======== Task material

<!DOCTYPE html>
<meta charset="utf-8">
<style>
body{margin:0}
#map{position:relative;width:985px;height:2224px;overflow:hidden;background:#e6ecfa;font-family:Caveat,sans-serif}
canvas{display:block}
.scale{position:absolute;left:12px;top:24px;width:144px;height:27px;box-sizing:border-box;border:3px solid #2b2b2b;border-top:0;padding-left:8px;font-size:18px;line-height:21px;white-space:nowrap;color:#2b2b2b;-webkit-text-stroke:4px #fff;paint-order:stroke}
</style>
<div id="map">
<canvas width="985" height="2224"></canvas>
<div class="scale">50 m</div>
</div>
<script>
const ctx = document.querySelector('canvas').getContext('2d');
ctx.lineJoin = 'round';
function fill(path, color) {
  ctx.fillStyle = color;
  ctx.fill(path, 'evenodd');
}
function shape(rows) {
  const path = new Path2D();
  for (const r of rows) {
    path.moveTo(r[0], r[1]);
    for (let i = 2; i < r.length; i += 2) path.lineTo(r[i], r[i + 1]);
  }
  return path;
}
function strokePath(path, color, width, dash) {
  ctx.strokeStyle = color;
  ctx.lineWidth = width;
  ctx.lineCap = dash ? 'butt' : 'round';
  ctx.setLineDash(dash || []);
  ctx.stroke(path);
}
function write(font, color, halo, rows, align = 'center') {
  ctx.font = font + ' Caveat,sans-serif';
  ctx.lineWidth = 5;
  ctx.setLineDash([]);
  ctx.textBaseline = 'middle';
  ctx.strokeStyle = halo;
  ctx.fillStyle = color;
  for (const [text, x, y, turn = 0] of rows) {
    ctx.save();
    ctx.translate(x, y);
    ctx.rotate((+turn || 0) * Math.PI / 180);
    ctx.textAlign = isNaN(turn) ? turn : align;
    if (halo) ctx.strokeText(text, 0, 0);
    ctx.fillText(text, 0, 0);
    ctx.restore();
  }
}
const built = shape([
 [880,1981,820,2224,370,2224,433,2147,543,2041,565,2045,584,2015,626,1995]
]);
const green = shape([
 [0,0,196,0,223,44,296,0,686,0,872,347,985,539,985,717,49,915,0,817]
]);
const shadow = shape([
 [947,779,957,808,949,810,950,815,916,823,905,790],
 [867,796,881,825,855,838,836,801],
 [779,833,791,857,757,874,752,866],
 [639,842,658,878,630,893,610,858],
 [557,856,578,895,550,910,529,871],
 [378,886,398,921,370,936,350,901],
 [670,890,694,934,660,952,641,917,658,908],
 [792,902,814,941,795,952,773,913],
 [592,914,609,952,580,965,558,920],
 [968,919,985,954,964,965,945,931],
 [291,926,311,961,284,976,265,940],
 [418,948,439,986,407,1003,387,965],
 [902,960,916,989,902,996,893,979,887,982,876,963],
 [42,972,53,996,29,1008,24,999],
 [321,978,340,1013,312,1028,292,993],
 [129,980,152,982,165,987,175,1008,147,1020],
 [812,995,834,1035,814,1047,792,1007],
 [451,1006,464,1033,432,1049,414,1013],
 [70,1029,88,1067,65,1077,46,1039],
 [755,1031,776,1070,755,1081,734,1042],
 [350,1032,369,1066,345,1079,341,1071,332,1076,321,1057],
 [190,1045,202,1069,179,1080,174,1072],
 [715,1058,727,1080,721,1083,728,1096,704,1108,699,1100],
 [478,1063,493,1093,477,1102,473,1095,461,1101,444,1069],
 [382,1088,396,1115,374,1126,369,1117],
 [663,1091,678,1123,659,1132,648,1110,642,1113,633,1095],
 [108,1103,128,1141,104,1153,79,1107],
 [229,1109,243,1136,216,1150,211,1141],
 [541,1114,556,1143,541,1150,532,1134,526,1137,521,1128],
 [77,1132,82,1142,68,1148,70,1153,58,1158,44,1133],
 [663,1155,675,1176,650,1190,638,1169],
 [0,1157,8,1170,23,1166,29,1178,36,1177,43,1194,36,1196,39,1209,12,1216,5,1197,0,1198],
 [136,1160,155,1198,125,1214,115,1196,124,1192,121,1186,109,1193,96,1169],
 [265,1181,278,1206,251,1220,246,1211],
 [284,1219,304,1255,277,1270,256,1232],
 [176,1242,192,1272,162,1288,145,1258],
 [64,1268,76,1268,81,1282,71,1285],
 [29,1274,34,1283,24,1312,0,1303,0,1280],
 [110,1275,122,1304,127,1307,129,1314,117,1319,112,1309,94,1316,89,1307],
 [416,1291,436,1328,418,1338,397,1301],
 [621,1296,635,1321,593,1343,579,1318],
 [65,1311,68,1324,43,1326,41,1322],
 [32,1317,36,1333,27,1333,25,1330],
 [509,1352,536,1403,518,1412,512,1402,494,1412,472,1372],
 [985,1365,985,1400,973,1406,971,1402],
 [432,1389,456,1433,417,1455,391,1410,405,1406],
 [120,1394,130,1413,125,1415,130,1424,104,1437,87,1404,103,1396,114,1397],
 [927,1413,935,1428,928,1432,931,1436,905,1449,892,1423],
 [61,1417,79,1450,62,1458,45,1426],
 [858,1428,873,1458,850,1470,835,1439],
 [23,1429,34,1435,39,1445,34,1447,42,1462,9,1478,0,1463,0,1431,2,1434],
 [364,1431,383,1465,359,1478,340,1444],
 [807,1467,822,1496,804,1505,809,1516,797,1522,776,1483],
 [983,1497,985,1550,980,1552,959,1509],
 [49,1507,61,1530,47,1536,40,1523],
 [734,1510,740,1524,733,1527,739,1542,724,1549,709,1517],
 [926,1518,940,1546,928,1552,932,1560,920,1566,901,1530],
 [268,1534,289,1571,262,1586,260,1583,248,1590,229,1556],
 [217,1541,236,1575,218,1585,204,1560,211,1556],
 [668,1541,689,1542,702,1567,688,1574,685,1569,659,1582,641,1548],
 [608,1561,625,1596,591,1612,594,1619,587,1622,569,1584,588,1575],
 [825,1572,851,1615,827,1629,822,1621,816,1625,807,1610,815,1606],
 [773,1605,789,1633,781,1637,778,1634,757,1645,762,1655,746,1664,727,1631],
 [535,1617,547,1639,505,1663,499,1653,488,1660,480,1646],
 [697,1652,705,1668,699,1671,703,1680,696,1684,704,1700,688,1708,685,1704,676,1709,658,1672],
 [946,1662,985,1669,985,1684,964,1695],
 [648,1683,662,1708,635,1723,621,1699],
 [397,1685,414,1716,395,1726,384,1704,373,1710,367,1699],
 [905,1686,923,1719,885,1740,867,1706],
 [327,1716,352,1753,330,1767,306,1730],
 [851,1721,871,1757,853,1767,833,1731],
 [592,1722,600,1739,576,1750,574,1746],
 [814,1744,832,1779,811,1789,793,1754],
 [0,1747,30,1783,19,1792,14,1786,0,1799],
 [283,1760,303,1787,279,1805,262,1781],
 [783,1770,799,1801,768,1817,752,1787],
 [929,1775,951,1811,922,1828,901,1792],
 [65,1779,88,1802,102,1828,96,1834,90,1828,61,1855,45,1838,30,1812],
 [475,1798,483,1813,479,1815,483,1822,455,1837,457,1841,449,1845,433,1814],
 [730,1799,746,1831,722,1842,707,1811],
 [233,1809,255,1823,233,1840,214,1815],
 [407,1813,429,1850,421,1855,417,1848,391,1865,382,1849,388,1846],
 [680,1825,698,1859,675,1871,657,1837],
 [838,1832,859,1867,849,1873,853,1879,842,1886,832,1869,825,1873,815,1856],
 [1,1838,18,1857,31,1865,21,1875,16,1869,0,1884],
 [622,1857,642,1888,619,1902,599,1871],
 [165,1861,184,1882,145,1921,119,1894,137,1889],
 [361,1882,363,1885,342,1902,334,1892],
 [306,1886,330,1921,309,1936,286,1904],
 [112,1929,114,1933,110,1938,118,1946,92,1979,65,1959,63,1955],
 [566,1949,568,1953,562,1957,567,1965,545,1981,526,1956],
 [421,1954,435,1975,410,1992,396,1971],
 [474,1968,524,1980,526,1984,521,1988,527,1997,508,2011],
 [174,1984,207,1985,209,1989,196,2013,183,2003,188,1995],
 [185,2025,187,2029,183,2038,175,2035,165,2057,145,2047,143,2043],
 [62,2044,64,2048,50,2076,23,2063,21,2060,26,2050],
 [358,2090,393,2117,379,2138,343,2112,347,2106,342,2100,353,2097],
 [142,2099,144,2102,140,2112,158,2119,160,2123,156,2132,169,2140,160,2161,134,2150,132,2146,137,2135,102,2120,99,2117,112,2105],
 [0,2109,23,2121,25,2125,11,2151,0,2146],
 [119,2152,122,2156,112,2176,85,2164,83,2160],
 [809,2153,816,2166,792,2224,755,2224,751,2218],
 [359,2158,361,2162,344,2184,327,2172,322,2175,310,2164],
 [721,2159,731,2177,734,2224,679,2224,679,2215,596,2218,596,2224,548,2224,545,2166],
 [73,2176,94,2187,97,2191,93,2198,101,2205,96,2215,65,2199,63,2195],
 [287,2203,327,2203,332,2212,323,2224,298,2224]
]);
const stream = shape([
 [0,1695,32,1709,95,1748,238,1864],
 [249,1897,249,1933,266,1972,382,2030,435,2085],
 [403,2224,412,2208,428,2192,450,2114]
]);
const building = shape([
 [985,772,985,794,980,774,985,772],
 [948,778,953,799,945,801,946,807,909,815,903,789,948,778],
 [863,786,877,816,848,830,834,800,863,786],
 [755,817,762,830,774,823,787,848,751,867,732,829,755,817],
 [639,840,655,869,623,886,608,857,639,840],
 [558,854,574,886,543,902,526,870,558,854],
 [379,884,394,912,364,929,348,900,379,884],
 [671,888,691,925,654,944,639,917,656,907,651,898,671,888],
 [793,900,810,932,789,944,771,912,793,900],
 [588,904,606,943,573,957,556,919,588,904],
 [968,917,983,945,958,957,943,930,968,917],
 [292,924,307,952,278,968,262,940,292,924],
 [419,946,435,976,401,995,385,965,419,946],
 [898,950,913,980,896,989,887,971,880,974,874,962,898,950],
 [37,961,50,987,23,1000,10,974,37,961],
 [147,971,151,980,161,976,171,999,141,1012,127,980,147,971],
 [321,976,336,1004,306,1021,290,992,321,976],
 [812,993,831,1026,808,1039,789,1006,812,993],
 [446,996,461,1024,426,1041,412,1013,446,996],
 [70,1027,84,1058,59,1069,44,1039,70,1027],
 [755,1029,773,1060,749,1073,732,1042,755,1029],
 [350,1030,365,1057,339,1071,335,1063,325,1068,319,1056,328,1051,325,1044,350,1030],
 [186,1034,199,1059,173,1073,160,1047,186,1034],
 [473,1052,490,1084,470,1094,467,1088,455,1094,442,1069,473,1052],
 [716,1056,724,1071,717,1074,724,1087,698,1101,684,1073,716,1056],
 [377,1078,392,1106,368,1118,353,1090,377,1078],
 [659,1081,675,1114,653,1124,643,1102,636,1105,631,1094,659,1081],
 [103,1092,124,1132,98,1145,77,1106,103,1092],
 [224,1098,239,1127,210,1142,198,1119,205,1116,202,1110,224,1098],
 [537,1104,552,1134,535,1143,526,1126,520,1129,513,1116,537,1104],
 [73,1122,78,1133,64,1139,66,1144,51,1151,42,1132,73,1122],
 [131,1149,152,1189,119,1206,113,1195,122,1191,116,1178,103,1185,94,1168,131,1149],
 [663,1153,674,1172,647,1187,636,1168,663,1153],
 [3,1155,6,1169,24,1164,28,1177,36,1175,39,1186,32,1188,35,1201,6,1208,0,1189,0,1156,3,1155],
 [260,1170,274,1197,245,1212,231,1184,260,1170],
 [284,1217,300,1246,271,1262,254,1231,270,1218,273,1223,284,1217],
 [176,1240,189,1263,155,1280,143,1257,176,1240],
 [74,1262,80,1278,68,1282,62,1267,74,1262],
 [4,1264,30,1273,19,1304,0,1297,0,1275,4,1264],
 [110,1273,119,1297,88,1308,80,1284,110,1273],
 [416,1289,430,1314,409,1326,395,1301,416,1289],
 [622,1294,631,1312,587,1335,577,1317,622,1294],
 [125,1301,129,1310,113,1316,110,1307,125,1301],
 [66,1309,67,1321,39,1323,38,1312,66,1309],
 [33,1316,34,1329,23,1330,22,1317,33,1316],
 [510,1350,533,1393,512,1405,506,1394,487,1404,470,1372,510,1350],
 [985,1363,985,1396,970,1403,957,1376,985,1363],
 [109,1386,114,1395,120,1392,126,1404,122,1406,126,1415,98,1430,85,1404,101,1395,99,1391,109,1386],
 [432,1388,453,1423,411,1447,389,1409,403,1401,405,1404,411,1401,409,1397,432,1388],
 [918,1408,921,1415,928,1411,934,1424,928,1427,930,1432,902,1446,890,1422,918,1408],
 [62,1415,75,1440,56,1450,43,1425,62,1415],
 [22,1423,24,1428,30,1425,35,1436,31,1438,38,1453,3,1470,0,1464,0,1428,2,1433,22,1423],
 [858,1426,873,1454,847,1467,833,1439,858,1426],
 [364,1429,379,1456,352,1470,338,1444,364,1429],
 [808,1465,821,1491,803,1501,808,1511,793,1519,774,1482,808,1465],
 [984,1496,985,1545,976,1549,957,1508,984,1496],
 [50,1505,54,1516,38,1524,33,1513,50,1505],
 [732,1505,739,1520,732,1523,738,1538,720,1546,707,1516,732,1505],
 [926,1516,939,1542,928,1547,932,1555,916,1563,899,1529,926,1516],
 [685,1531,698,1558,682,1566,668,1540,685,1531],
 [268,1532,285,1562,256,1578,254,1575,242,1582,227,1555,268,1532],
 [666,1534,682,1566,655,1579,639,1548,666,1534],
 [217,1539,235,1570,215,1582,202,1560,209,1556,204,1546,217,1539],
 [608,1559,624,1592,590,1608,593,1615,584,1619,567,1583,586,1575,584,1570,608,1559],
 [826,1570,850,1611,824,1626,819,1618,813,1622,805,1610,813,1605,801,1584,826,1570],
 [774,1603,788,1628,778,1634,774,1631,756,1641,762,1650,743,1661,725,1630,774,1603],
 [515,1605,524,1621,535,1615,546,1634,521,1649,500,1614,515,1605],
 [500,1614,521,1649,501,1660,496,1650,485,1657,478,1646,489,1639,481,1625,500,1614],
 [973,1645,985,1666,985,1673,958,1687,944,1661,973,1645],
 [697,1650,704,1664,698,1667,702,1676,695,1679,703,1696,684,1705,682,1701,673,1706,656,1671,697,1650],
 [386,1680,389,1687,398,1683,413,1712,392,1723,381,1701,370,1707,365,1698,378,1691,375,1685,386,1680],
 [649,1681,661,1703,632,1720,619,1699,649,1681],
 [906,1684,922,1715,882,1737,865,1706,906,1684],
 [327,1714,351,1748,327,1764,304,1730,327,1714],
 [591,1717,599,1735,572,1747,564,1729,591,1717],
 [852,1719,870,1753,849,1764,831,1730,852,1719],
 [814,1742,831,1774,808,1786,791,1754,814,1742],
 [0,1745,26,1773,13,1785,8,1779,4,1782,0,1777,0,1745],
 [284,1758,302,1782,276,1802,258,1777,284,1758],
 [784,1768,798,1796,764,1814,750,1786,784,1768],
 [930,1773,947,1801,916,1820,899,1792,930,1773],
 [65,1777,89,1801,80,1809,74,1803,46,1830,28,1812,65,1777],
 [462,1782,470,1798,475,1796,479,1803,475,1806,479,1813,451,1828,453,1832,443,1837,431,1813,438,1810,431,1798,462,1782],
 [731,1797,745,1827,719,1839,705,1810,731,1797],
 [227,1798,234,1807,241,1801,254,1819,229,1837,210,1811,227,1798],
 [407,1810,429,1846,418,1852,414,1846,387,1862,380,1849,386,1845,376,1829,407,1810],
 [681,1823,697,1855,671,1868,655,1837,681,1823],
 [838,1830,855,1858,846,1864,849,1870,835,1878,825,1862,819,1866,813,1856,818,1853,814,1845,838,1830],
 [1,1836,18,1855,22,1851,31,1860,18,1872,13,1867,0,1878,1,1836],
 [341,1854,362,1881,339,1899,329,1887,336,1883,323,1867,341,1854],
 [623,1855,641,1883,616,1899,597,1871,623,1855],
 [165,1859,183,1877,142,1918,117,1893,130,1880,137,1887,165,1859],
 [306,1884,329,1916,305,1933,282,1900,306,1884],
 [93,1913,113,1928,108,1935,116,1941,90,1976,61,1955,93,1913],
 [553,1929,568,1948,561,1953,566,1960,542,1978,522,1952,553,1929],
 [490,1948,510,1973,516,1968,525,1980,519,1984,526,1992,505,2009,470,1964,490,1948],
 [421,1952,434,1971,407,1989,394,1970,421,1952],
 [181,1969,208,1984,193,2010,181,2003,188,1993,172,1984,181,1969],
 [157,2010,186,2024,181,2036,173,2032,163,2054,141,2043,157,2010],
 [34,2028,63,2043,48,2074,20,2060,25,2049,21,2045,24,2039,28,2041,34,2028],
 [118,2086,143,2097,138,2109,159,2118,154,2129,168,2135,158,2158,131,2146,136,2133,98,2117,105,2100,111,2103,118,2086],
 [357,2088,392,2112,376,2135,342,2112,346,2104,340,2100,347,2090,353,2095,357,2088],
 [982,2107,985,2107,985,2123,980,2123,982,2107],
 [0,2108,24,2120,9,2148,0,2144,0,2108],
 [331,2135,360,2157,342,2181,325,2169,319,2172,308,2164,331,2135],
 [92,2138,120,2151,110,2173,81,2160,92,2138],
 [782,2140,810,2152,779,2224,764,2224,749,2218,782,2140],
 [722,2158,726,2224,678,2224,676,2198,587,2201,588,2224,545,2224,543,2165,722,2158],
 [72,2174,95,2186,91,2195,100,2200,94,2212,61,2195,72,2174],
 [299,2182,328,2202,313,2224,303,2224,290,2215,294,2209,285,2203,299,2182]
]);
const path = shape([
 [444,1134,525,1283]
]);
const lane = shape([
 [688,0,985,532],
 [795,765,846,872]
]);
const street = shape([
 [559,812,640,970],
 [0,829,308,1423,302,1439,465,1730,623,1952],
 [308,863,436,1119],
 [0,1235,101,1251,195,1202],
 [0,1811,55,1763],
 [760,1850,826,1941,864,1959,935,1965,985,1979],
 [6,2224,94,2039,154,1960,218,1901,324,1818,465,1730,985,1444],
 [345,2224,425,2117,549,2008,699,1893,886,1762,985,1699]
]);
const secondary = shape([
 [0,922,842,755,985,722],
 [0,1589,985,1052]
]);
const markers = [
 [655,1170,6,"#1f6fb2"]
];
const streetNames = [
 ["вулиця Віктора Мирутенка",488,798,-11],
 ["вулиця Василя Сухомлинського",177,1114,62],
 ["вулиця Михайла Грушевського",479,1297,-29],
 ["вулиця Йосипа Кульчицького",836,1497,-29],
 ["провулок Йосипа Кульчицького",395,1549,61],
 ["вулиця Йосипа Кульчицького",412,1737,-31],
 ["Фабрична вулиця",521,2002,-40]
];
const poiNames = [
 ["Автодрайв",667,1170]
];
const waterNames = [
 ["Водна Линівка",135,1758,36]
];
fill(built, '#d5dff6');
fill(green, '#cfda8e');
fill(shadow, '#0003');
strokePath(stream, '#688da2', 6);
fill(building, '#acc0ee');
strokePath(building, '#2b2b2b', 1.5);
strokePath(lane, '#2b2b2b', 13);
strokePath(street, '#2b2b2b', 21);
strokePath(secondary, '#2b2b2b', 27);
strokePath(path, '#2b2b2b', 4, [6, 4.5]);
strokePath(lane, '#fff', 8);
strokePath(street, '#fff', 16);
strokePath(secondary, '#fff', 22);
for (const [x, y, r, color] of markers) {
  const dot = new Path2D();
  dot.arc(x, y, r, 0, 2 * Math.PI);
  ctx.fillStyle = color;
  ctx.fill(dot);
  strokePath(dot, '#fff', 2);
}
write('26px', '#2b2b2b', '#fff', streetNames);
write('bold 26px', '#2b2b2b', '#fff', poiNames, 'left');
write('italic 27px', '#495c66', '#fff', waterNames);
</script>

================

Transcribe exactly, and only, the lines from the one with "const dot = new Path2D();" through the last line of the data.

**Final answer**
  const dot = new Path2D();
  dot.arc(x, y, r, 0, 2 * Math.PI);
  ctx.fillStyle = color;
  ctx.fill(dot);
  strokePath(dot, '#fff', 2);
}
write('26px', '#2b2b2b', '#fff', streetNames);
write('bold 26px', '#2b2b2b', '#fff', poiNames, 'left');
write('italic 27px', '#495c66', '#fff', waterNames);
</script>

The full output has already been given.